═════ Entries provided
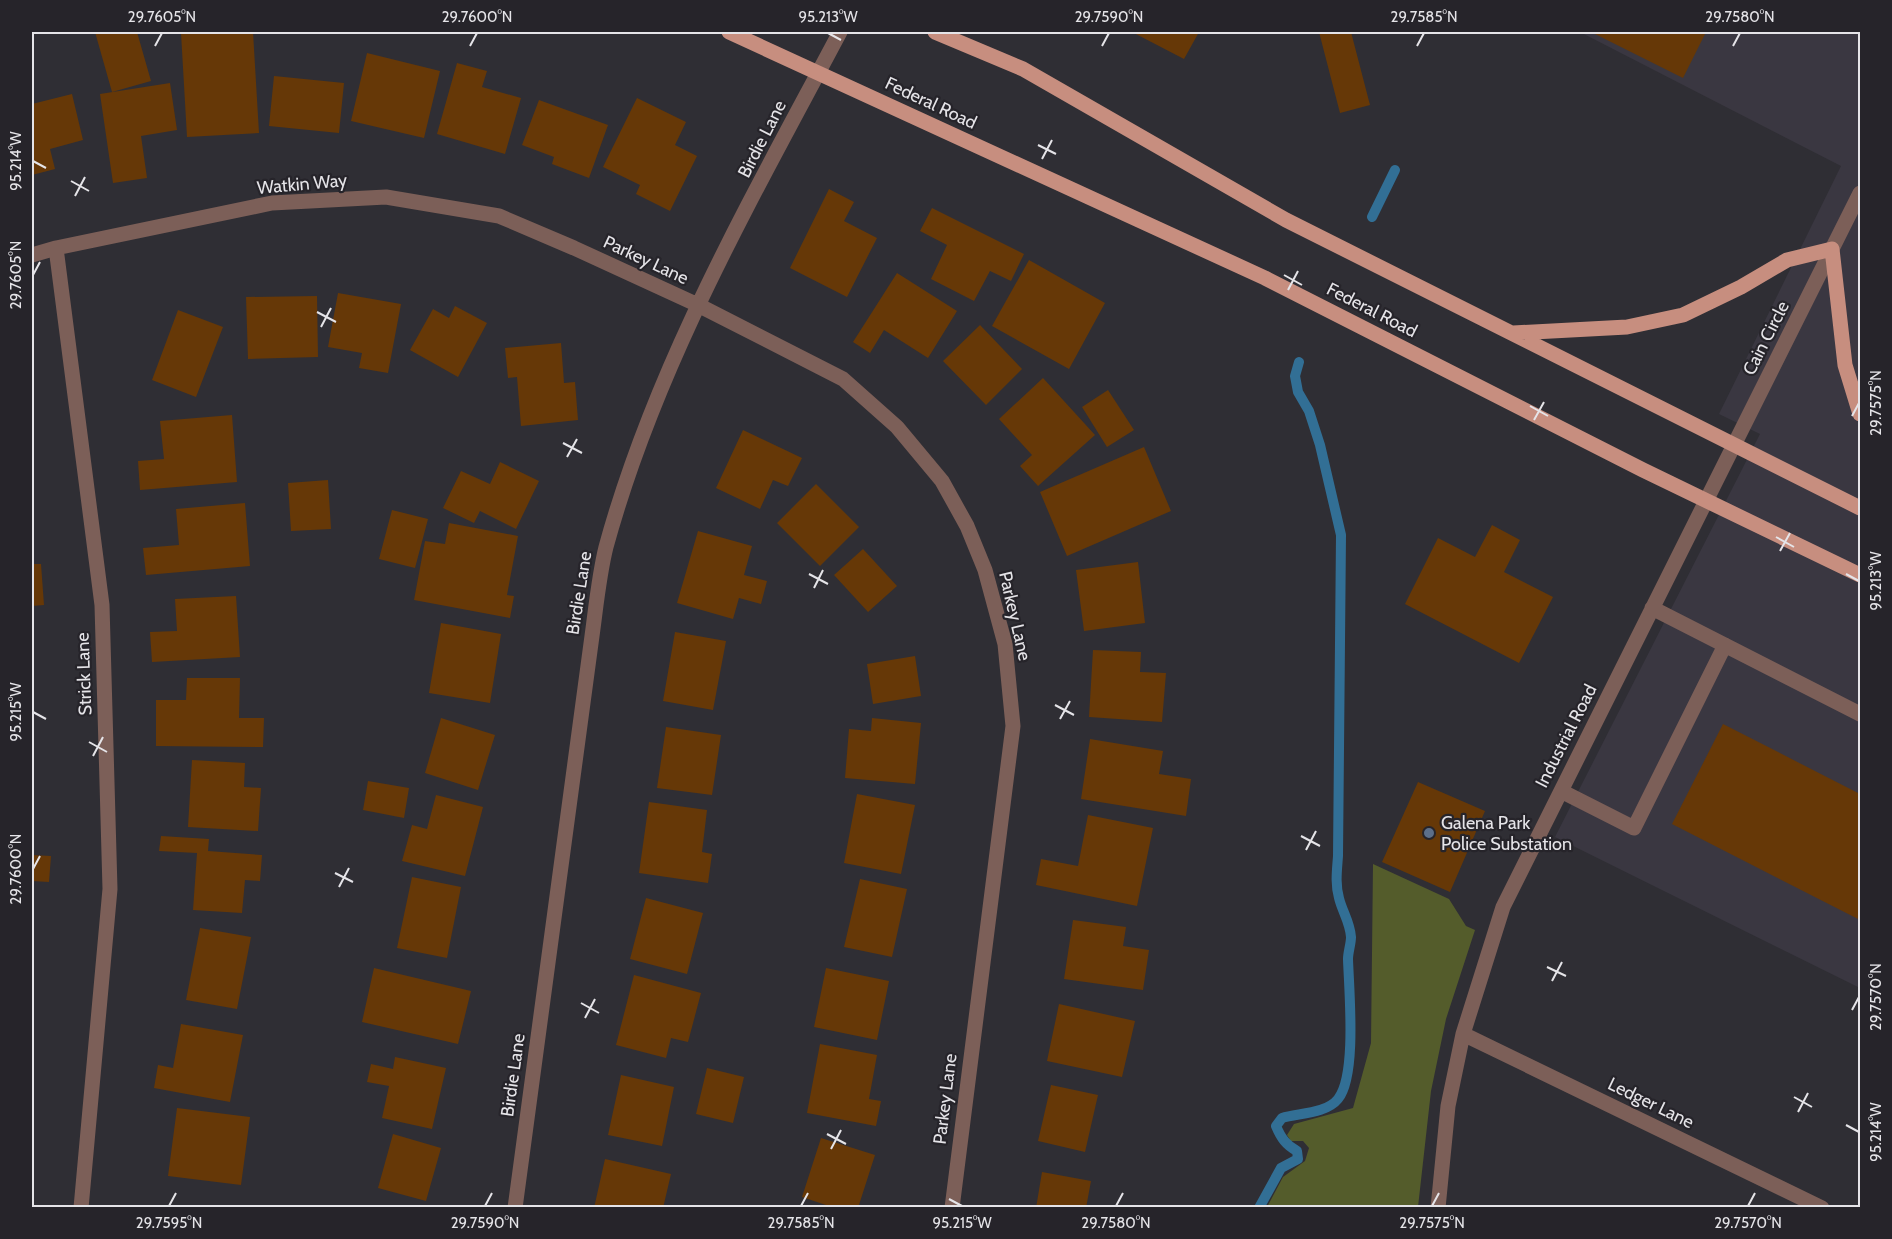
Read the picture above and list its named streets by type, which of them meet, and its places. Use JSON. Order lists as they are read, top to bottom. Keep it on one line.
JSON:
{"streets":{"main road":["Federal Road"],"street":["Birdie Lane","Watkin Way","Parkey Lane","Cain Circle","Strick Lane","Industrial Road","Ledger Lane"]},"crossings":[["Federal Road","Birdie Lane"],["Federal Road","Cain Circle"],["Federal Road","Industrial Road"],["Birdie Lane","Parkey Lane"],["Watkin Way","Parkey Lane"],["Watkin Way","Strick Lane"],["Cain Circle","Industrial Road"],["Industrial Road","Ledger Lane"]],"places":["Galena Park Police Substation"],"coordinates":["29.7605°N","29.7600°N","95.213°W","29.7590°N","29.7585°N","29.7580°N","95.214°W","29.7575°N","95.215°W","29.7570°N","29.7595°N"]}
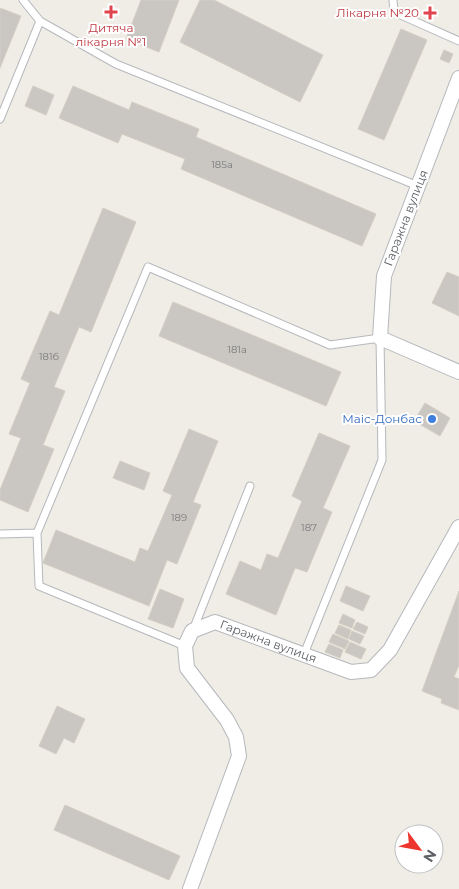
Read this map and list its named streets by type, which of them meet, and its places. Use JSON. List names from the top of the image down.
{
  "streets": {
    "street": ["Гаражна вулиця"]
  },
  "places": {
    "health": ["Дитяча лікарня №1", "Лікарня №20"],
    "other": ["Маіс-Донбас"]
  },
  "house_numbers": [
    "185а",
    "181а",
    "181б",
    "189",
    "187"
  ],
  "north": "bottom right"
}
══════════
Exercise instructions:
The pictures alone are to be left out when the data above is copied; all else must match exactly.

Output for this task:
Read the picture above and list its named streets by type, which of them meet, and its places. Use JSON. Order lists as they are read, top to bottom. Keep it on one line.
JSON:
{"streets":{"main road":["Federal Road"],"street":["Birdie Lane","Watkin Way","Parkey Lane","Cain Circle","Strick Lane","Industrial Road","Ledger Lane"]},"crossings":[["Federal Road","Birdie Lane"],["Federal Road","Cain Circle"],["Federal Road","Industrial Road"],["Birdie Lane","Parkey Lane"],["Watkin Way","Parkey Lane"],["Watkin Way","Strick Lane"],["Cain Circle","Industrial Road"],["Industrial Road","Ledger Lane"]],"places":["Galena Park Police Substation"],"coordinates":["29.7605°N","29.7600°N","95.213°W","29.7590°N","29.7585°N","29.7580°N","95.214°W","29.7575°N","95.215°W","29.7570°N","29.7595°N"]}
Read this map and list its named streets by type, which of them meet, and its places. Use JSON. List names from the top of the image down.
{
  "streets": {
    "street": ["Гаражна вулиця"]
  },
  "places": {
    "health": ["Дитяча лікарня №1", "Лікарня №20"],
    "other": ["Маіс-Донбас"]
  },
  "house_numbers": [
    "185а",
    "181а",
    "181б",
    "189",
    "187"
  ],
  "north": "bottom right"
}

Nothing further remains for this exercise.